Depuis le début de cette crise, notre journal a dit que Maïdan contenait trois éléments : 1) une révolte populaire, 2) une lutte entre oligarques et 3) un changement de régime parrainé par l’Occident. Lequel de ces trois éléments est, selon vous, le plus décisif ?

En effet, les événements en Ukraine (interview de mars 2014) ont plusieurs composantes. La première est la composante géopolitique : la confrontation entre les États-Unis, la Russie et l’Union européenne, avec la participation de la Chine, pour l’influence dans l’espace post-soviétique. La deuxième est la composante oligarchique : la lutte du grand capital contre l’extension des pouvoirs présidentiels de Viktor Yanukovych. Troisièmement, la composante régionale : l’émergence spontanée de la contestation sociale, notamment de la part de la population des régions économiquement faibles de l’ouest et du centre du pays. Quatrièmement, la tentative du spectre nationaliste ukrainien (les groupes d’extrême droite) de mener une « révolution nationale » qui, avec le soutien des régions occidentales et des États-Unis, imposerait son gouvernement, sa langue, ses héros et son interprétation de l’histoire au Sud et à l’Est de l’Ukraine dans un esprit fortement anti-russe.
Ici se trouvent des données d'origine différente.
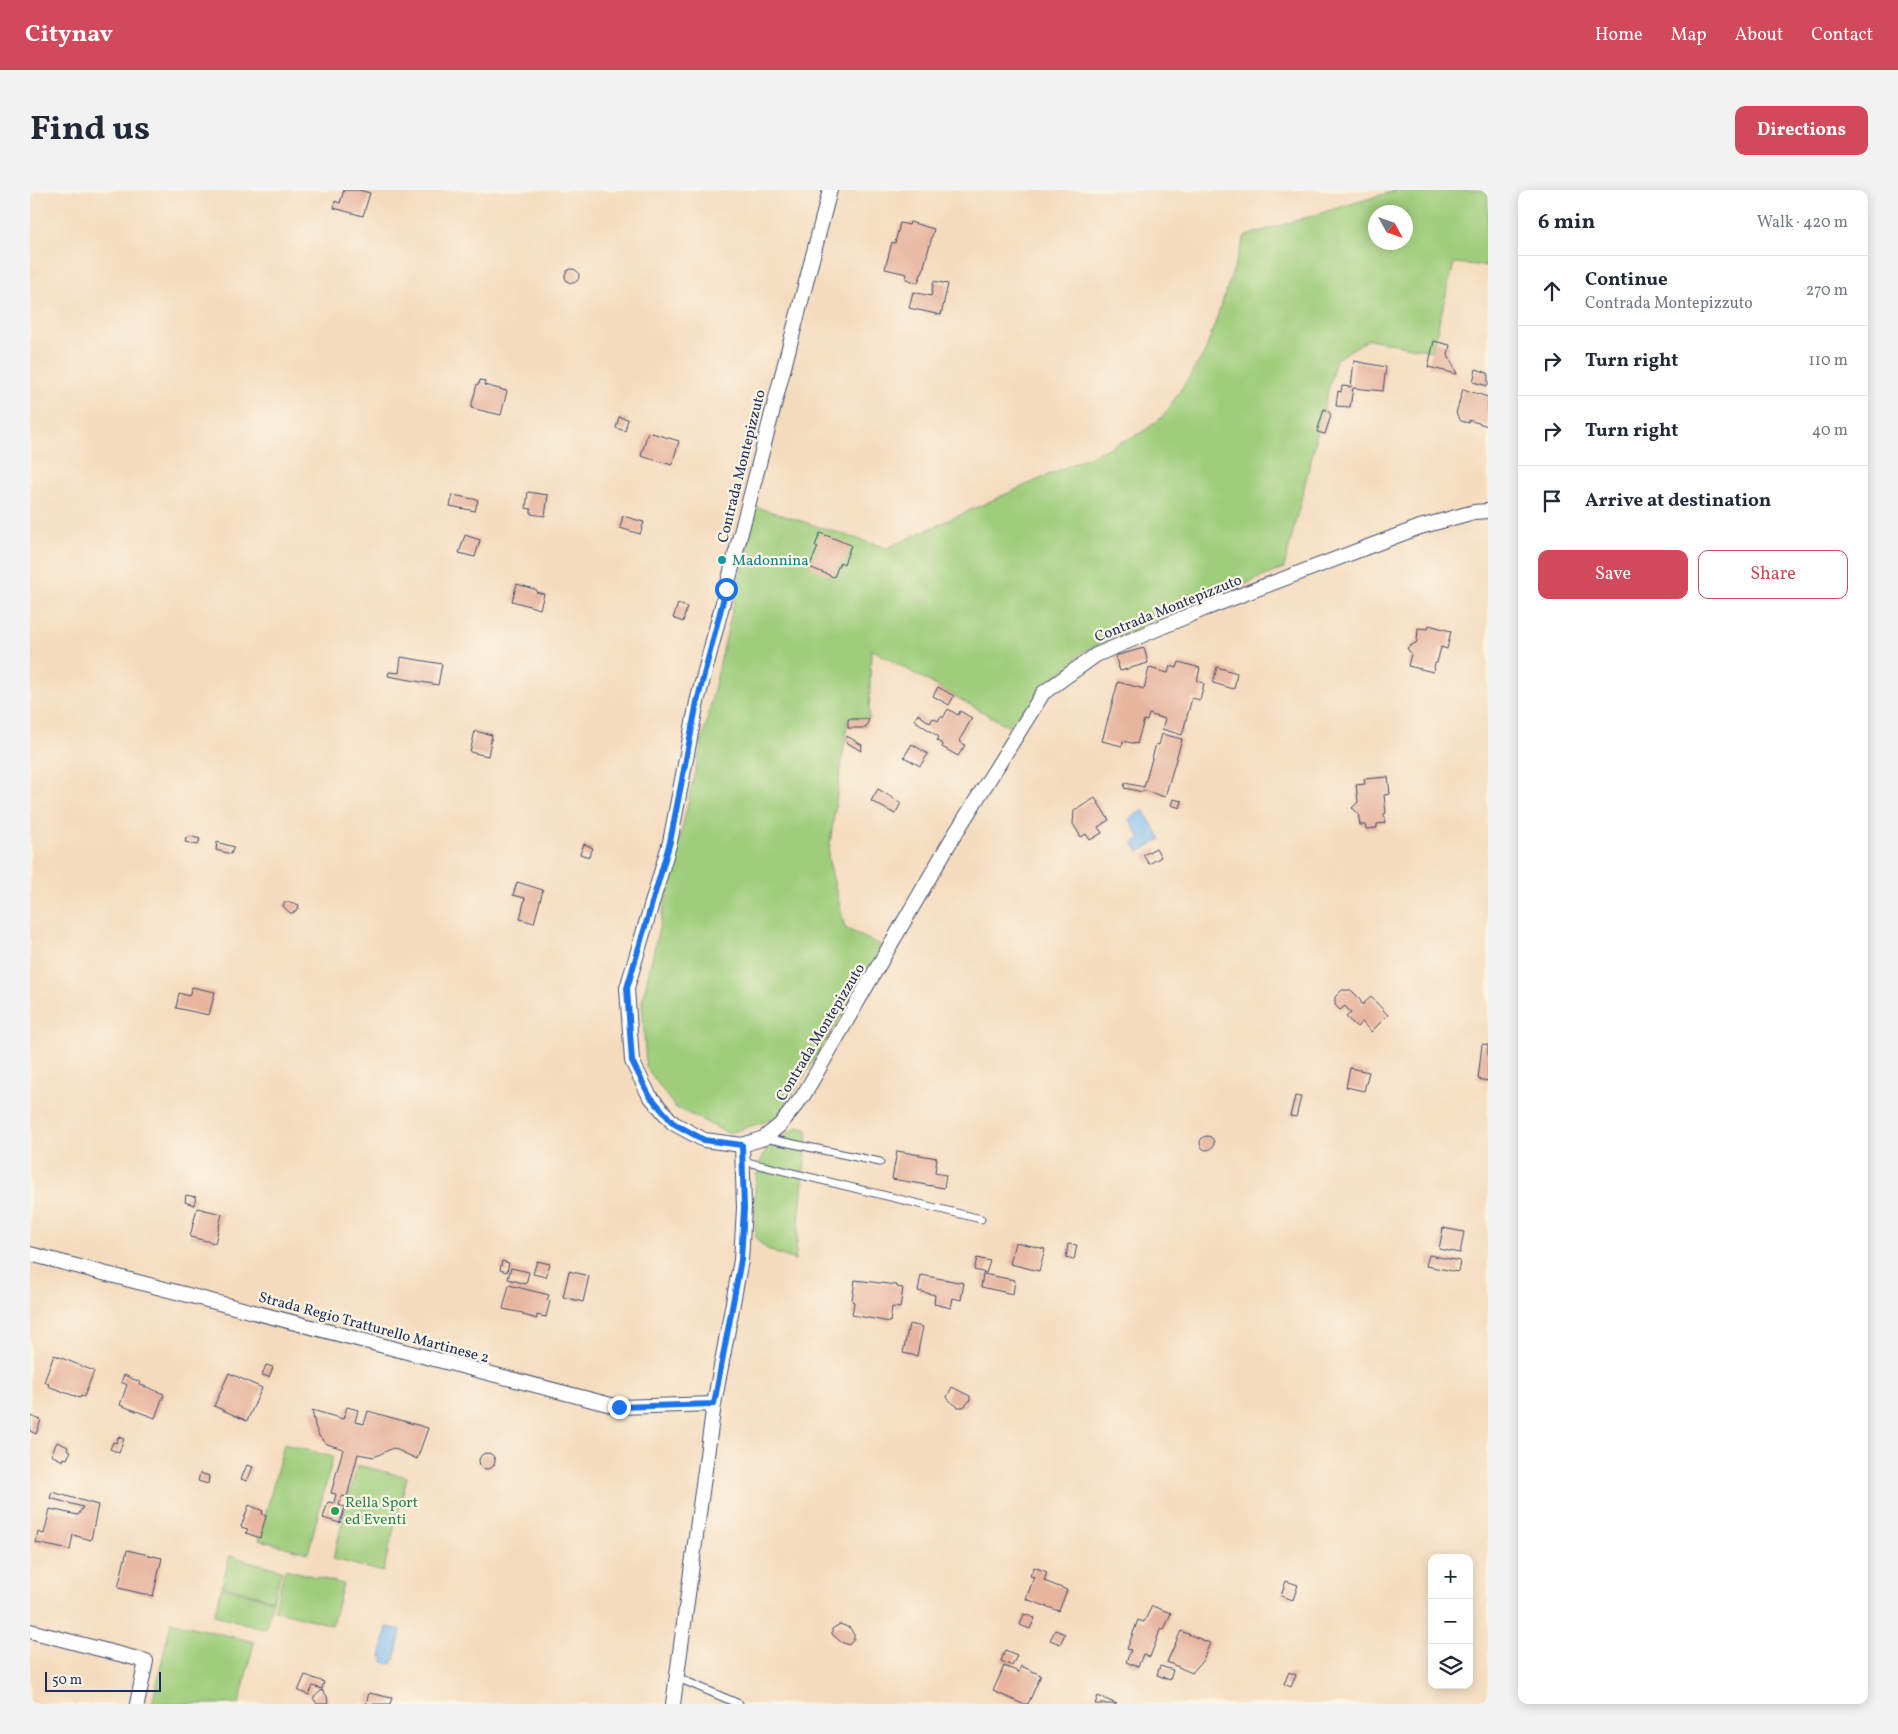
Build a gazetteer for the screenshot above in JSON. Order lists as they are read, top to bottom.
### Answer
{
  "streets": {
    "street": ["Contrada Montepizzuto", "Strada Regio Tratturello Martinese 2"]
  },
  "places": ["Madonnina", "Rella Sport ed Eventi"],
  "scale_bar": "50 m",
  "north": "bottom right",
  "page": {
    "header": "Citynav",
    "nav": [
      "Home",
      "Map",
      "About",
      "Contact"
    ],
    "title": "Find us",
    "buttons": [
      "Directions",
      ["Save", "Share"]
    ],
    "heading": ["6 min", "Walk · 420 m"],
    "list": [
      ["Continue", "Contrada Montepizzuto", "270 m"],
      ["Turn right", "110 m"],
      ["Turn right", "40 m"],
      "Arrive at destination"
    ],
    "map_buttons": ["+", "−"],
    "scale": "50 m"
  }
}
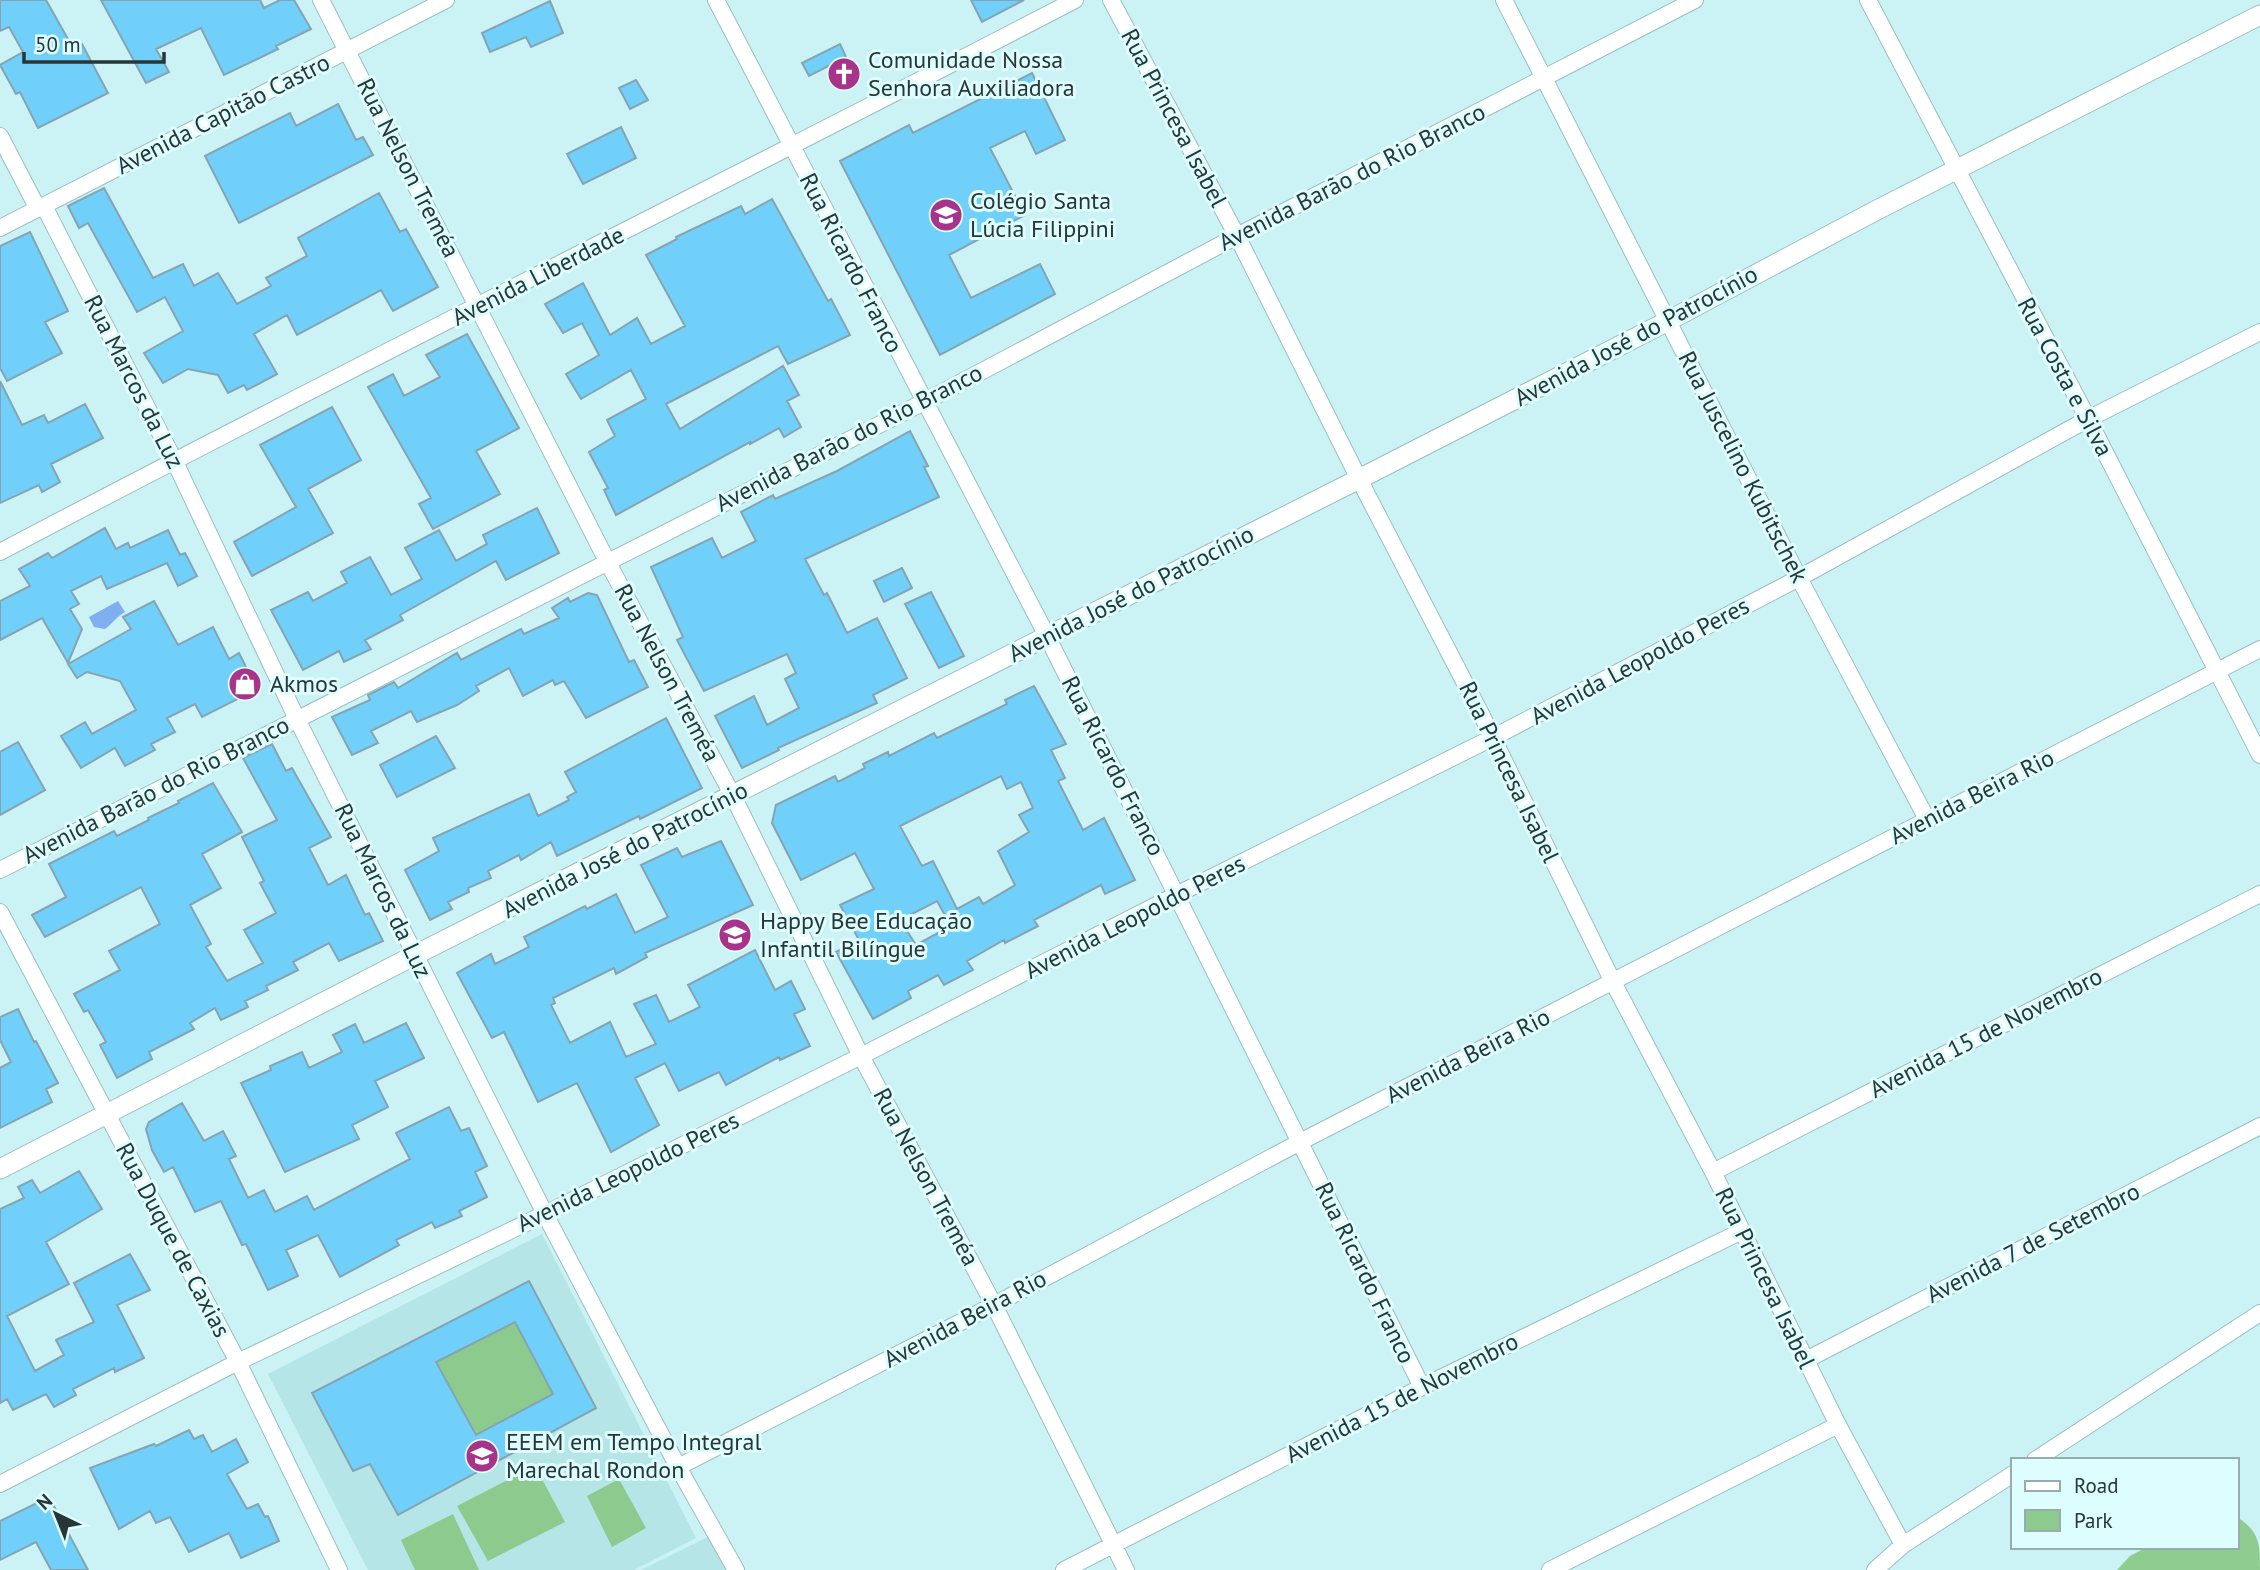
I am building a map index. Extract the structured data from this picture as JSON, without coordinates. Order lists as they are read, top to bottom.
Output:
{
  "streets": {
    "street": [
      "Avenida Capitão Castro",
      "Rua Princesa Isabel",
      "Rua Nelson Treméa",
      "Avenida Barão do Rio Branco",
      "Rua Ricardo Franco",
      "Avenida Liberdade",
      "Avenida José do Patrocínio",
      "Rua Costa e Silva",
      "Rua Marcos da Luz",
      "Rua Juscelino Kubitschek",
      "Avenida Leopoldo Peres",
      "Avenida Beira Rio",
      "Avenida 15 de Novembro",
      "Rua Duque de Caxias",
      "Avenida 7 de Setembro"
    ]
  },
  "crossings": [
    ["Avenida Capitão Castro", "Rua Nelson Treméa"],
    ["Avenida Capitão Castro", "Rua Marcos da Luz"],
    ["Rua Princesa Isabel", "Avenida Barão do Rio Branco"],
    ["Rua Princesa Isabel", "Avenida José do Patrocínio"],
    ["Rua Princesa Isabel", "Avenida Leopoldo Peres"],
    ["Rua Princesa Isabel", "Avenida Beira Rio"],
    ["Rua Princesa Isabel", "Avenida 15 de Novembro"],
    ["Rua Princesa Isabel", "Avenida 7 de Setembro"],
    ["Rua Nelson Treméa", "Avenida Barão do Rio Branco"],
    ["Rua Nelson Treméa", "Avenida Liberdade"],
    ["Rua Nelson Treméa", "Avenida José do Patrocínio"],
    ["Rua Nelson Treméa", "Avenida Leopoldo Peres"],
    ["Rua Nelson Treméa", "Avenida Beira Rio"],
    ["Rua Nelson Treméa", "Avenida 15 de Novembro"],
    ["Avenida Barão do Rio Branco", "Rua Ricardo Franco"],
    ["Avenida Barão do Rio Branco", "Rua Marcos da Luz"],
    ["Avenida Barão do Rio Branco", "Rua Juscelino Kubitschek"],
    ["Rua Ricardo Franco", "Avenida Liberdade"],
    ["Rua Ricardo Franco", "Avenida José do Patrocínio"],
    ["Rua Ricardo Franco", "Avenida Leopoldo Peres"],
    ["Rua Ricardo Franco", "Avenida Beira Rio"],
    ["Rua Ricardo Franco", "Avenida 15 de Novembro"],
    ["Avenida Liberdade", "Rua Marcos da Luz"],
    ["Avenida José do Patrocínio", "Rua Costa e Silva"],
    ["Avenida José do Patrocínio", "Rua Marcos da Luz"],
    ["Avenida José do Patrocínio", "Rua Juscelino Kubitschek"],
    ["Avenida José do Patrocínio", "Rua Duque de Caxias"],
    ["Rua Costa e Silva", "Avenida Leopoldo Peres"],
    ["Rua Costa e Silva", "Avenida Beira Rio"],
    ["Rua Marcos da Luz", "Avenida Leopoldo Peres"],
    ["Rua Marcos da Luz", "Avenida Beira Rio"],
    ["Rua Juscelino Kubitschek", "Avenida Leopoldo Peres"],
    ["Rua Juscelino Kubitschek", "Avenida Beira Rio"],
    ["Avenida Leopoldo Peres", "Rua Duque de Caxias"]
  ],
  "places": {
    "church": ["Comunidade Nossa Senhora Auxiliadora"],
    "school or university": ["Colégio Santa Lúcia Filippini", "Happy Bee Educação Infantil Bilíngue", "EEEM em Tempo Integral Marechal Rondon"],
    "shop": ["Akmos"]
  },
  "legend": ["Road", "Park"],
  "scale_bar": "50 m",
  "north": "top left"
}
Cinquièmement, la composante libérale : la tentative des couches moyennes de réduire le pouvoir du grand capital et de la grande bureaucratie avec les slogans de l’intégration européenne, de renverser le régime de la « démocratie dirigée » et de déclarer leur émancipation politique. Sixièmement, le renversement des régimes inconfortables pour l’Occident en exportant des « révolutions colorées » en utilisant les outils accumulés dans les expériences avec les pays du tiers monde et dans l’espace post-soviétique, en créant un « chaos dirigé » en canalisant les énergies révolutionnaires des libéraux et des radicaux politiques de la classe moyenne « petite bourgeoise » dans une protestation politique prolongée et soutenue..... Tous ces éléments sont importants et il n’est pas possible de définir un élément décisif, car à différentes étapes du processus, certains ont pris le pas sur d’autres.

Des pays comme la Pologne, qui n’avaient auparavant aucun droit de regard sur la politique européenne, sont désormais décisifs et jouent un rôle majeur. Comment expliquez-vous la belligérance et l’agressivité accrues de la politique européenne à l’égard de l’Ukraine et de la Russie ?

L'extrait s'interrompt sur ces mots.